Exercise description: Find every line in the records below that contains the word "fabs", and copy each such line.

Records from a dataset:
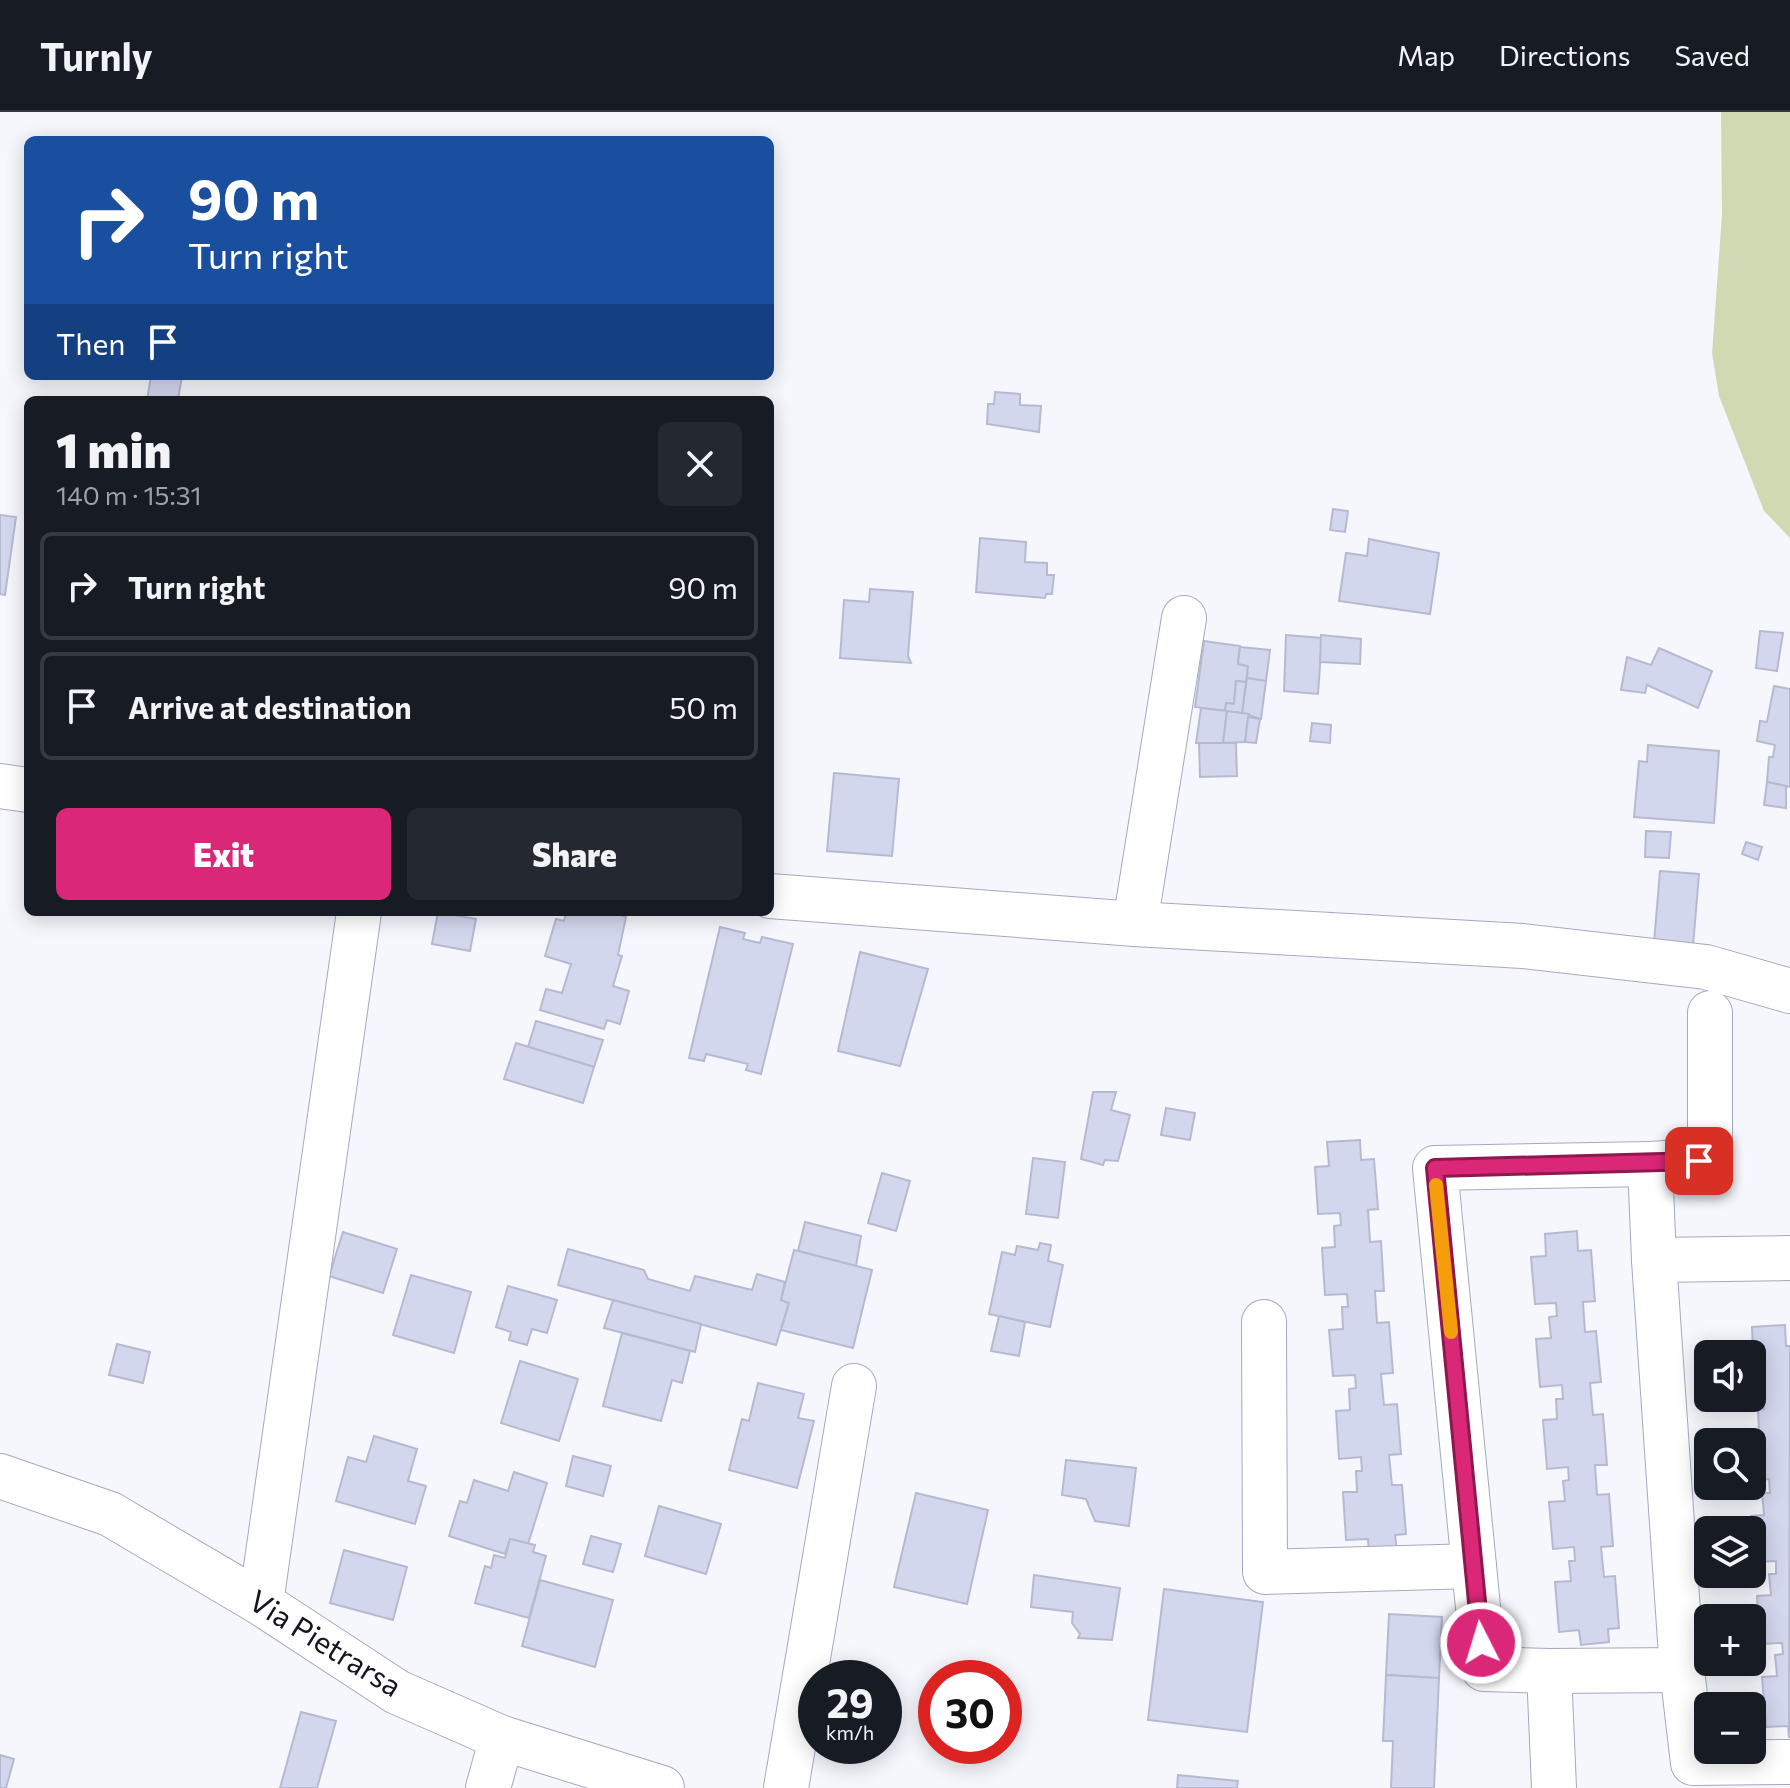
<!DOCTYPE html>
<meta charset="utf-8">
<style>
:root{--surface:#171b24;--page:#242831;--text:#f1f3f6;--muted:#9ea1a6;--line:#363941;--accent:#db2777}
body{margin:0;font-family:Commissioner,sans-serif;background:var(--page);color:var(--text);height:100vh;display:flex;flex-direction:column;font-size:30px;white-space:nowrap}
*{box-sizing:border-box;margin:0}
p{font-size:26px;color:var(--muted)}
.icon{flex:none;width:44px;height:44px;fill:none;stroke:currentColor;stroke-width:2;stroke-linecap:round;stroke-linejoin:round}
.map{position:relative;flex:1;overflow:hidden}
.side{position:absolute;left:24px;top:284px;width:750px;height:520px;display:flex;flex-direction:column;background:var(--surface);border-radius:12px;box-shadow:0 4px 20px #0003}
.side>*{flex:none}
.banner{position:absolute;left:24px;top:24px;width:750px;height:244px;border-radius:12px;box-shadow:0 4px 20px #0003;background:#1a4fa0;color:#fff;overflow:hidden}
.fabs{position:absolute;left:1694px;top:1228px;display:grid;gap:16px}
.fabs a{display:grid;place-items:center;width:72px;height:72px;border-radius:12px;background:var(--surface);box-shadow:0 4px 20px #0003;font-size:40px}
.speed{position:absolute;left:798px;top:1548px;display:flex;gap:16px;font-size:40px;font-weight:700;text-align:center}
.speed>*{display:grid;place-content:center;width:104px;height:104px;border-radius:50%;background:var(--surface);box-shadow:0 4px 20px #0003;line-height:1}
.speed small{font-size:20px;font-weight:400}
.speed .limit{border:12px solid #d22;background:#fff;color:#111}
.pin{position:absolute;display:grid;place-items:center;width:68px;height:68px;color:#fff;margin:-34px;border-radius:16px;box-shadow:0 4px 12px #0006}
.me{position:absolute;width:88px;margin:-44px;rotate:355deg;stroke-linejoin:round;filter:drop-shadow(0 0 6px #0008)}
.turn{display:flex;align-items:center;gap:28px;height:168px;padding:0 32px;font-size:36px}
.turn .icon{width:104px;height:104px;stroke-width:2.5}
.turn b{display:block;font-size:56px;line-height:68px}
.then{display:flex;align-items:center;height:76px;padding:0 32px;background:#0003;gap:16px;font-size:30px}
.round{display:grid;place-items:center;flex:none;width:84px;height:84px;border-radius:12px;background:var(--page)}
.headline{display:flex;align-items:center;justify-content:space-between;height:136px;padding:0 32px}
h1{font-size:48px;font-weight:800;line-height:60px}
.button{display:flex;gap:16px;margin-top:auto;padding:16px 32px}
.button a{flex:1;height:92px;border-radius:12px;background:var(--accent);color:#fff;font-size:32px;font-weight:800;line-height:92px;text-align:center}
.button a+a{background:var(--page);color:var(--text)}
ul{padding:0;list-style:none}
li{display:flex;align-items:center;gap:24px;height:108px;margin:0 16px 12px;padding:0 16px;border:4px solid var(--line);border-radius:12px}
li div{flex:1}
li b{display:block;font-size:30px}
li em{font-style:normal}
header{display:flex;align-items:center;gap:48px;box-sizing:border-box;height:112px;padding:0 40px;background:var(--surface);border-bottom:2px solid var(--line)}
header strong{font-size:38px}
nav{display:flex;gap:44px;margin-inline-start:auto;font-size:28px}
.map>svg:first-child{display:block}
</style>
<header>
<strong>Turnly</strong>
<nav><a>Map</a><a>Directions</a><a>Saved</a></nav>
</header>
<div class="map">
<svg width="1790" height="1676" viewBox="0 0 1790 1676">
<rect width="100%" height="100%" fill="#f6f7fc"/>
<path fill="#d0dab2" d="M1721,0h69v426l-26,-27 -45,-115 -7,-43 10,-138z"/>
<g fill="#d3d7ee" stroke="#b6bad1" stroke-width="2">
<path d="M151,264h31l-4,24h-31z"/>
<path d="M995,280l25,2v11l21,1 -2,26 -52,-8 1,-20h6z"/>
<path d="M1333,397l15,2 -3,21 -15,-2z"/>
<path d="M0,403l16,2 -11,78 -5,-1z"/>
<path d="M980,426l46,4 -1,20 22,1v12h7l-2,19h-6l-1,4 -69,-6z"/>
<path d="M1369,427l70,14 -9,61 -91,-13 7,-48 21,3z"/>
<path d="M870,477l43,3 -5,64 3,7 -71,-5 4,-58 25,2z"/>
<path d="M1760,519l23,2 -6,38 -21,-3z"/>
<path d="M1286,523l36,3 -4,56 -34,-3z"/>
<path d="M1321,523l40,4 -1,25 -40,-2z"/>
<path d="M1204,529l36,5 -2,18 10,2 -2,16 -10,-1 -2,23 -8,-1 -1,8 -30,-4z"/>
<path d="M1240,535l30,3 -4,31 -19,-3 1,-12 -10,-2z"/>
<path d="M1659,536l53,23 -14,37 -51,-23 -2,8 -24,-3 6,-33 24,8z"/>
<path d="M1247,566l19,3 -5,38 -19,-6z"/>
<path d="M1236,569l10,1 -4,31 -17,-2 1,-8 8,1z"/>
<path d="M1774,574l16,3v98l-23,-5 2,-25h4l2,-12 -18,-4 3,-20 7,1z"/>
<path d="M1201,596l26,3 -4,32h-27z"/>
<path d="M1227,599l22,3 -4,28 -22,1z"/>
<path d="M1248,605l12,2 -4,24 -11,-1z"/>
<path d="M1312,611l19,2 -1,18 -20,-2z"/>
<path d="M1199,631h37l1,33 -37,1z"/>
<path d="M1648,633l71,6 -5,72 -80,-6 5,-56 8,1z"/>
<path d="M834,661l65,6 -7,77 -65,-5z"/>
<path d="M1767,670l19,4v22l-22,-3z"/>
<path d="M1646,719l25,1 -2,26 -24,-1z"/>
<path d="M1746,730l16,5 -4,13 -16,-6z"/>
<path d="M1660,759l39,3 -6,72 -39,-3z"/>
<path d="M438,800l38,7 -6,32 -38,-7z"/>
<path d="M566,800h44l16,5 -8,38 4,1 -9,30 16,5 -9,33 -13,-4 -3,9 -64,-19 6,-21 16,4 9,-29 -26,-8 11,-37 8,2z"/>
<path d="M720,815l25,6 -2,6 17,4 2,-6 31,7 -32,130 -15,-4 2,-6 -42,-10 -2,7 -15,-3z"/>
<path d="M860,840l68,17 -28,97 -62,-15z"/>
<path d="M536,909l67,19 -9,27 -66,-20z"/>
<path d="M516,931l78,24 -11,36 -79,-24z"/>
<path d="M1093,980h23l-5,18 19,5 -12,46 -13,-1 -2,5 -22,-6z"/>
<path d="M1166,996l29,5 -5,27 -29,-5z"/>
<path d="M1360,1028l1,20 13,-1 4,50 -10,1 2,32 11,-1 3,50h-9l2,32 12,-1 4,51 -12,1 3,31 13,-1 4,50 -12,1 3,30h10l4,49 -11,1 2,16 -28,1 -1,-13 -22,1 -3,-48h14l-1,-21h6l-1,-14 -22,2 -3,-48 14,-1 -1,-21 7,-1 -1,-13 -22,1 -4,-46 14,-1 -1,-22h6l-1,-13 -22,1 -3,-47 13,-1 -1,-21 7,-1 -1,-12 -22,1 -3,-47 14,-1 -2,-24z"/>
<path d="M1033,1046l32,4 -7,56 -32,-4z"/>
<path d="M882,1061l28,8 -14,50 -28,-8z"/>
<path d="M805,1110l56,14 -5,30 -58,-15z"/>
<path d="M1577,1119l1,20 13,-1 4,51 -12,1 2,30 11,-1 5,51 -11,1 3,32 10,-1 4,51h-12l2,30 12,-1 4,52 -12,1 3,30 11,-1 4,52 -11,1 1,13 -28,3 -2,-15 -20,2 -4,-50 16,-1 -2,-20h6l-1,-14 -21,2 -4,-47 16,-1 -2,-20 6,-1 -1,-13 -21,2 -4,-49 14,-1 -1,-20h7l-1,-14 -22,2 -4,-48 15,-1 -2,-21 8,-1 -1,-13 -21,1 -4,-47 15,-1 -1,-22z"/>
<path d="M343,1120l54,17 -14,44 -54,-17z"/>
<path d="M1040,1131l11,2 -3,16 15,4 -13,62 -61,-13 13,-62 13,3 2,-9 21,4z"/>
<path d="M568,1137l76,21 4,9 42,12 5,-15 57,14 5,-16 28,8 -4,18 8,3 -13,42 -218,-60z"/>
<path d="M794,1138l78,20 -19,78 -72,-18 8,-27 -8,-3z"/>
<path d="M411,1163l60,17 -17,61 -61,-18z"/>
<path d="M508,1174l49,14 -10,33 -15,-4 -5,16 -18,-5 2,-8 -15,-5z"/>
<path d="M613,1188l88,24 -6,28 -91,-24z"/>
<path d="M999,1204l26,6 -6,34 -28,-5z"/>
<path d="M1785,1213l1,21h4l-1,392 -1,-12 -22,1 -4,-50 15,-1 -2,-21 8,-1 -1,-11 -22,1 -3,-48 14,-1 -2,-21h7v-13l-23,1 -2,-46 13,-1 -2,-22h8l-1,-14 -17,1v-38h-7l-1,-9 15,-1 -1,-22 6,-1 -1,-11 -22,1 11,-1v-44l-13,-2 14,-1 -1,-24z"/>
<path d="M622,1221l68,18 -8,32 -10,-3 -11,41 -58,-15z"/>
<path d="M117,1232l33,8 -7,31 -34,-8z"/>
<path d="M520,1249l58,18 -19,62 -58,-18z"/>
<path d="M758,1271l46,11 -6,24 16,3 -17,67 -68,-18 13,-51 7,2z"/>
<path d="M374,1324l43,13 -9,32 18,5 -11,38 -79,-23 12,-44 18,5z"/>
<path d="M573,1344l38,10 -8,30 -37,-10z"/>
<path d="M1066,1348l70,8 -7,58 -34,-5 -9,-22 -24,-4z"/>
<path d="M514,1360l33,11 -19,61 -18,-5 -5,15 -56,-18 11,-35 7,2 7,-23 34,11z"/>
<path d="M916,1381l72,17 -21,94 -73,-17z"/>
<path d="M659,1394l62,18 -15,50 -61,-18z"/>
<path d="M591,1424l30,8 -8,28 -30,-8z"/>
<path d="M510,1427l25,6 -2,7 13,4 -17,62 -54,-15 10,-37 6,2 3,-13 11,3z"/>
<path d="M344,1438l63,17 -14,53 -63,-17z"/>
<path d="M1034,1463l86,13 -8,52 -34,-2 2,-4 -8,-11 1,-11 -42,-5z"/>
<path d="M540,1468l73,20 -18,67 -73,-21z"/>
<path d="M1164,1477l99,13 -16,130 -99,-12z"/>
<path d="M1389,1502l53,3 -3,61 -53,-3z"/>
<path d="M1386,1563l53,3 -5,110h-43l2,-47h-10z"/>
<path d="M301,1600l35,9 -19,67h-37z"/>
<path d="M0,1643l14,4 -8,29h-6z"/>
<path d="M1178,1663l60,6 -1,7h-60z"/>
</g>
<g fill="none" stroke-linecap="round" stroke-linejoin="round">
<defs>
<g id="minor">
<path d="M0,674l28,4"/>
<path d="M770,784l365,28 388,22 183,21 84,24"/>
<path d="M1135,812l49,-306"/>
<path d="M1650,1052l49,-3 11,-6v-142"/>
<path d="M1790,1146l-136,2 28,410 11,93 97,-1"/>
<path d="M1264,1210l1,250 209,-6 -39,-398 215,-4 4,96"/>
<path d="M0,1364l110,38 151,89 136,89 105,46 160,50"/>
<path d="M1474,1454l10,103 65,2 5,117"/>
<path d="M261,1491l98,-691"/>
<path d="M1549,1559l133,-1"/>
<path d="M488,1676l14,-50"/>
<path d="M786,1676l68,-402"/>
</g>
</defs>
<use href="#minor" stroke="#a5a9bf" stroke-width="46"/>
<use href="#minor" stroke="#fff" stroke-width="44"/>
</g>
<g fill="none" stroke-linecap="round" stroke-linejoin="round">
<defs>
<path id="route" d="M1481,1531l-46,-475 264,-7"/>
</defs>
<use href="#route" stroke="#8e194d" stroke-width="20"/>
<use href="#route" stroke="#db2777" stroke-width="14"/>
<path stroke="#f59e0b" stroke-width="14" d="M1436,1073l15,147"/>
</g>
<g text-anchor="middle" stroke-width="8" stroke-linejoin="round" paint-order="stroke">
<g font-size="30" fill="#14151d" stroke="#fff">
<text transform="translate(325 1532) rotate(32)" y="10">Via Pietrarsa</text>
</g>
</g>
</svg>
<div class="fabs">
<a><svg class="icon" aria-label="sound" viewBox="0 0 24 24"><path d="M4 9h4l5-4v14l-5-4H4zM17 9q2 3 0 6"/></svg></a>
<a><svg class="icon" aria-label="search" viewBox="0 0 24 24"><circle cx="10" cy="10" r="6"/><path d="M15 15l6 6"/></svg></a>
<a><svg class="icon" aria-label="layers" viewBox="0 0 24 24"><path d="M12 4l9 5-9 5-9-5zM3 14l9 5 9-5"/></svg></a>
<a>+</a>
<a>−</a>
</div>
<div class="speed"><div>29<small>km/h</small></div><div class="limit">30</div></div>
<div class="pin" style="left:1699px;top:1049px;background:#d93025"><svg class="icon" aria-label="arrive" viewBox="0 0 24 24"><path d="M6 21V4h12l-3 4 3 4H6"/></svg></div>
<svg class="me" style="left:1481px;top:1531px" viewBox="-20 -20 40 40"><circle r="17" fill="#db2777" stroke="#fff" stroke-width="3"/><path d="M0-11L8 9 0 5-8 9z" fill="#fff"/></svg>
<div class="banner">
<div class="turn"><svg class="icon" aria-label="right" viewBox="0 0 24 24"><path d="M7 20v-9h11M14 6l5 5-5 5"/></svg><div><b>90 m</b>Turn right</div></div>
<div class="then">Then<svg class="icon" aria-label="arrive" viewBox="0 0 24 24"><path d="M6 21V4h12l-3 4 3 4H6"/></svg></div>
</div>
<section class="side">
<div class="headline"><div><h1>1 min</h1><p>140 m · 15:31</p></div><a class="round"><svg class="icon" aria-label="close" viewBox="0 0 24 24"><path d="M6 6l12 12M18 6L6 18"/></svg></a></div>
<ul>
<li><svg class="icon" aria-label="right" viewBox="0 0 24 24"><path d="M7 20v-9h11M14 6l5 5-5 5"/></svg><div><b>Turn right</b></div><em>90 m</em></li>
<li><svg class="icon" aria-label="arrive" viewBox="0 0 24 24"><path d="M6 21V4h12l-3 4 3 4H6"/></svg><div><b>Arrive at destination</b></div><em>50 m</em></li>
</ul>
<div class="button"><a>Exit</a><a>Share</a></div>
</section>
</div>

Result of this exercise:
.fabs{position:absolute;left:1694px;top:1228px;display:grid;gap:16px}
.fabs a{display:grid;place-items:center;width:72px;height:72px;border-radius:12px;background:var(--surface);box-shadow:0 4px 20px #0003;font-size:40px}
<div class="fabs">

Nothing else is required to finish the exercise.